▶ TASK TO CARRY OUT:
Go over the data and work out how many lines include the word "names". Give that number only.

▶ SOURCE MATERIAL:

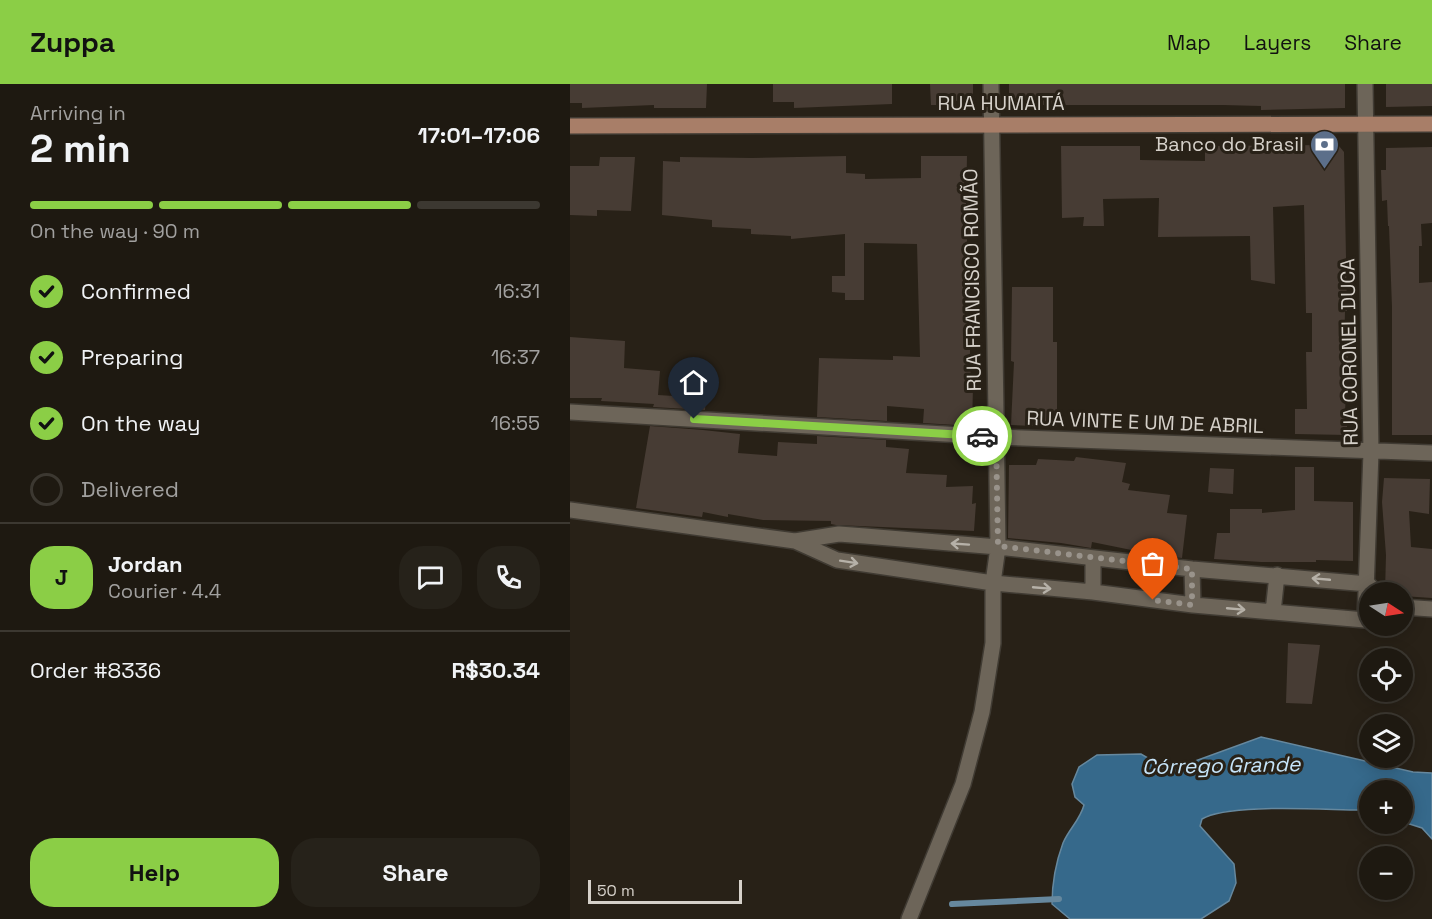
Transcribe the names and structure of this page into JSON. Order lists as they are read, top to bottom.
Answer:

--

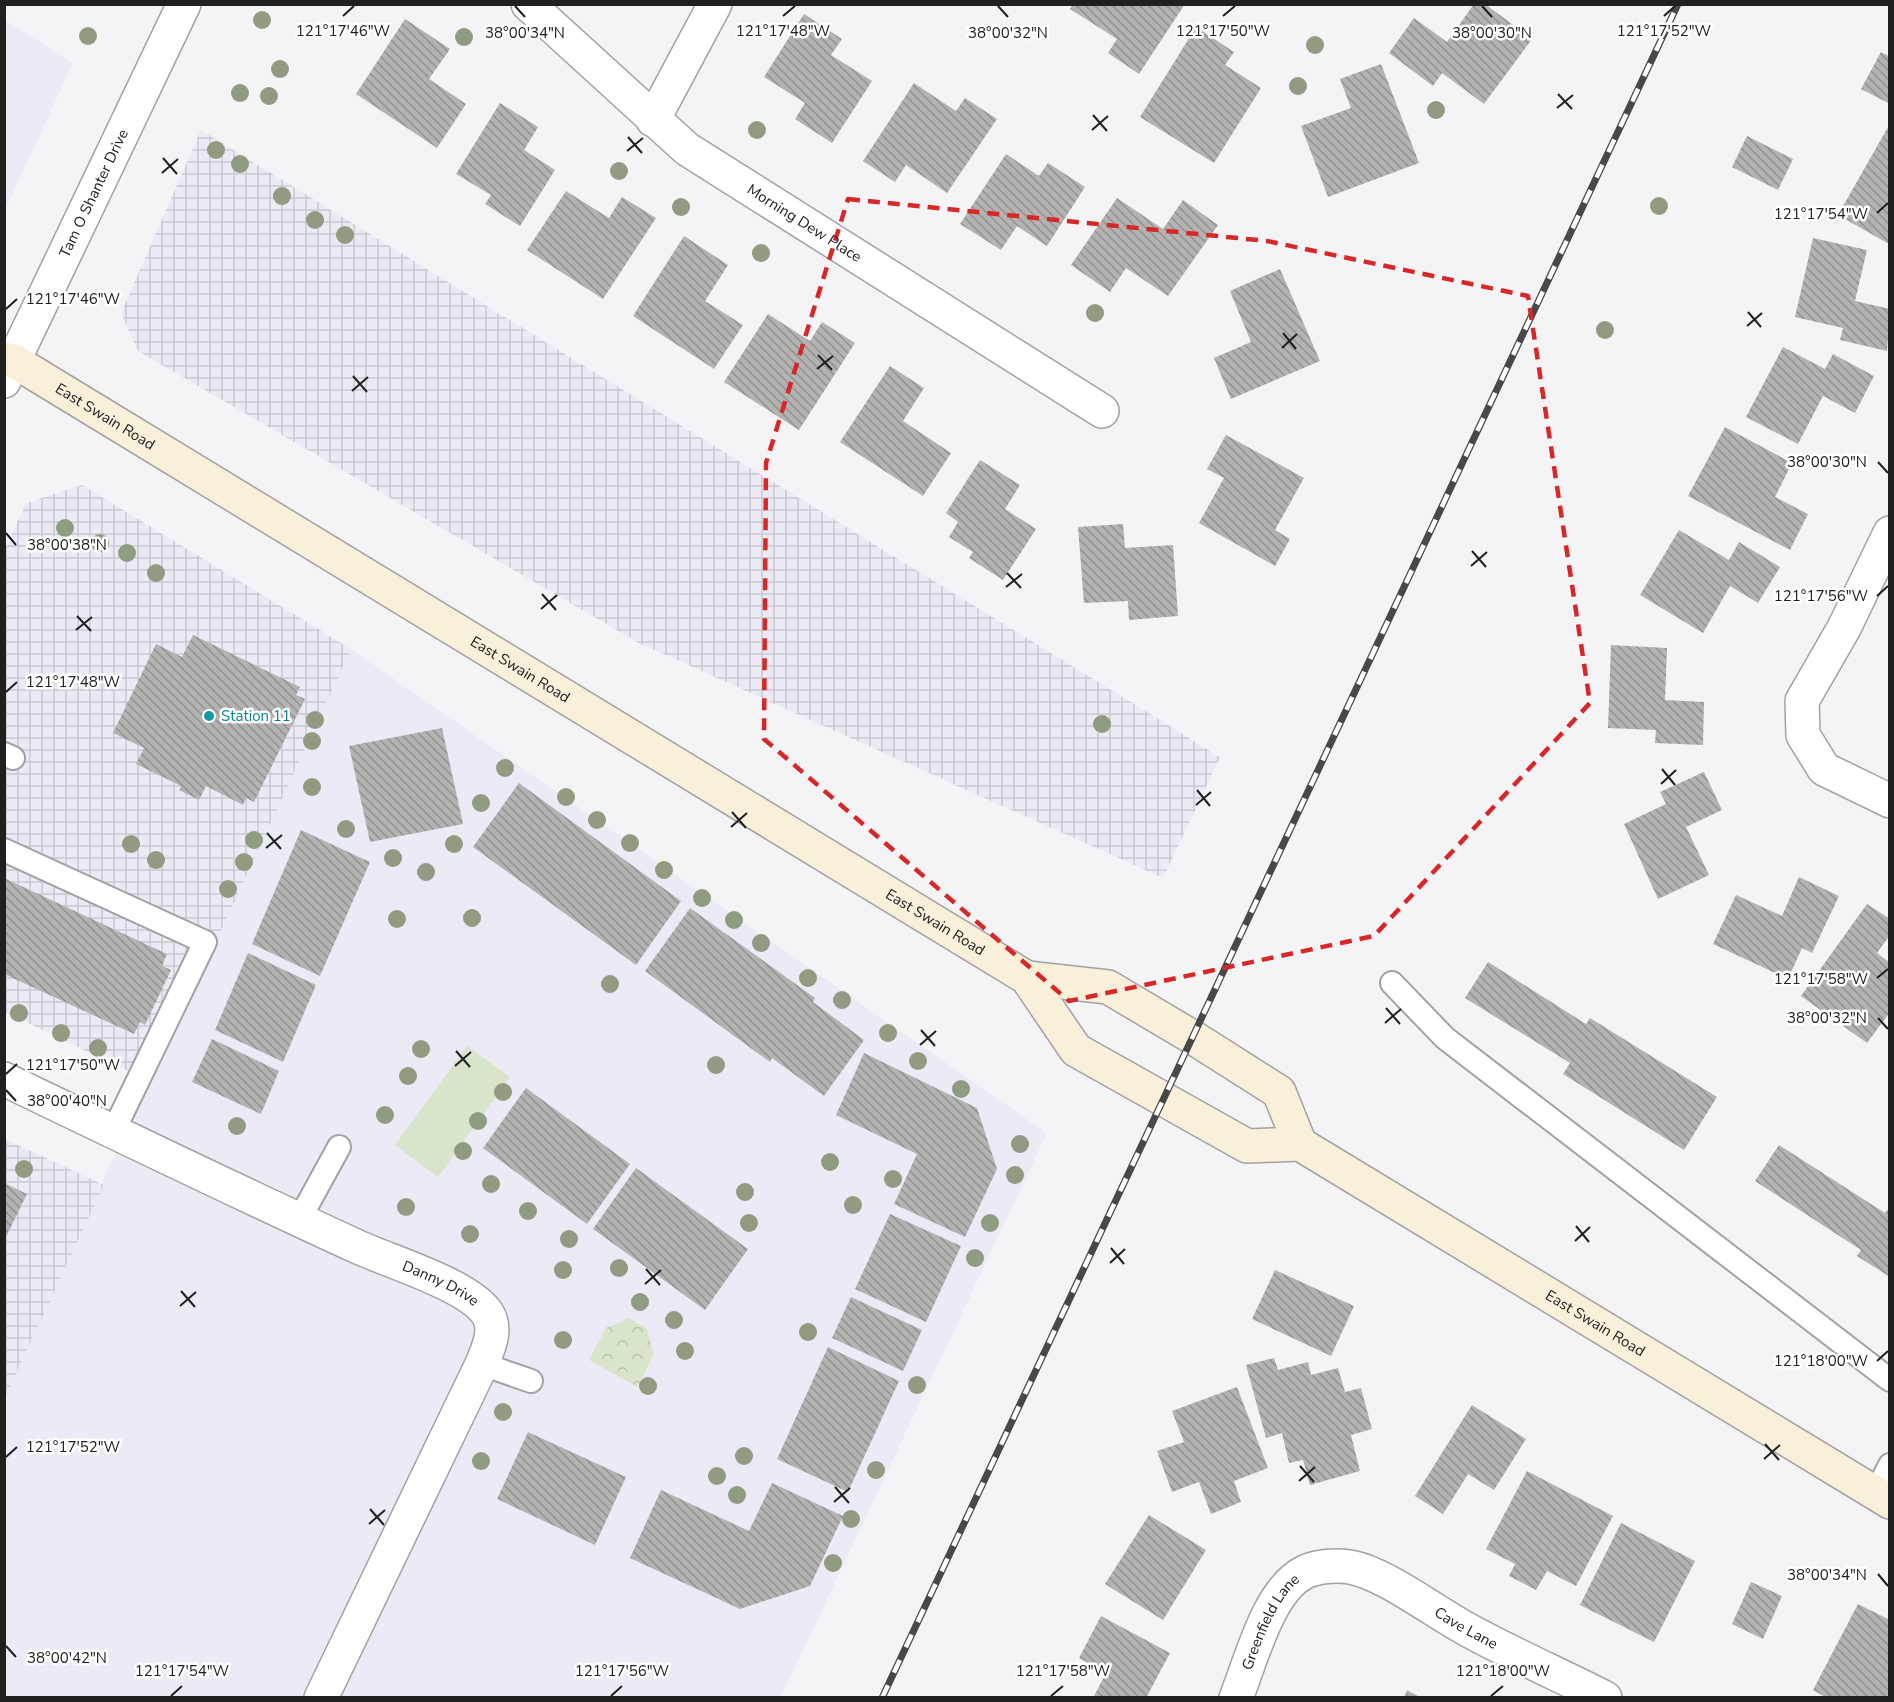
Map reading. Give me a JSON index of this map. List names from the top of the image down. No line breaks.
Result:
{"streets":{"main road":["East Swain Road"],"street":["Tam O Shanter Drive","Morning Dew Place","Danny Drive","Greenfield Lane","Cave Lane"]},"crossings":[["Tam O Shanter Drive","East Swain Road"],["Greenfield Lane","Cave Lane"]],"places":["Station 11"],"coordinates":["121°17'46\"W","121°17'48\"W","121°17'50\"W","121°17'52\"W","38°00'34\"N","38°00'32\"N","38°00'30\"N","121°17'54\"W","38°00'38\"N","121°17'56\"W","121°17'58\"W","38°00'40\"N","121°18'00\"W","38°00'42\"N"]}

▶ RESULT FOR THIS TASK:
2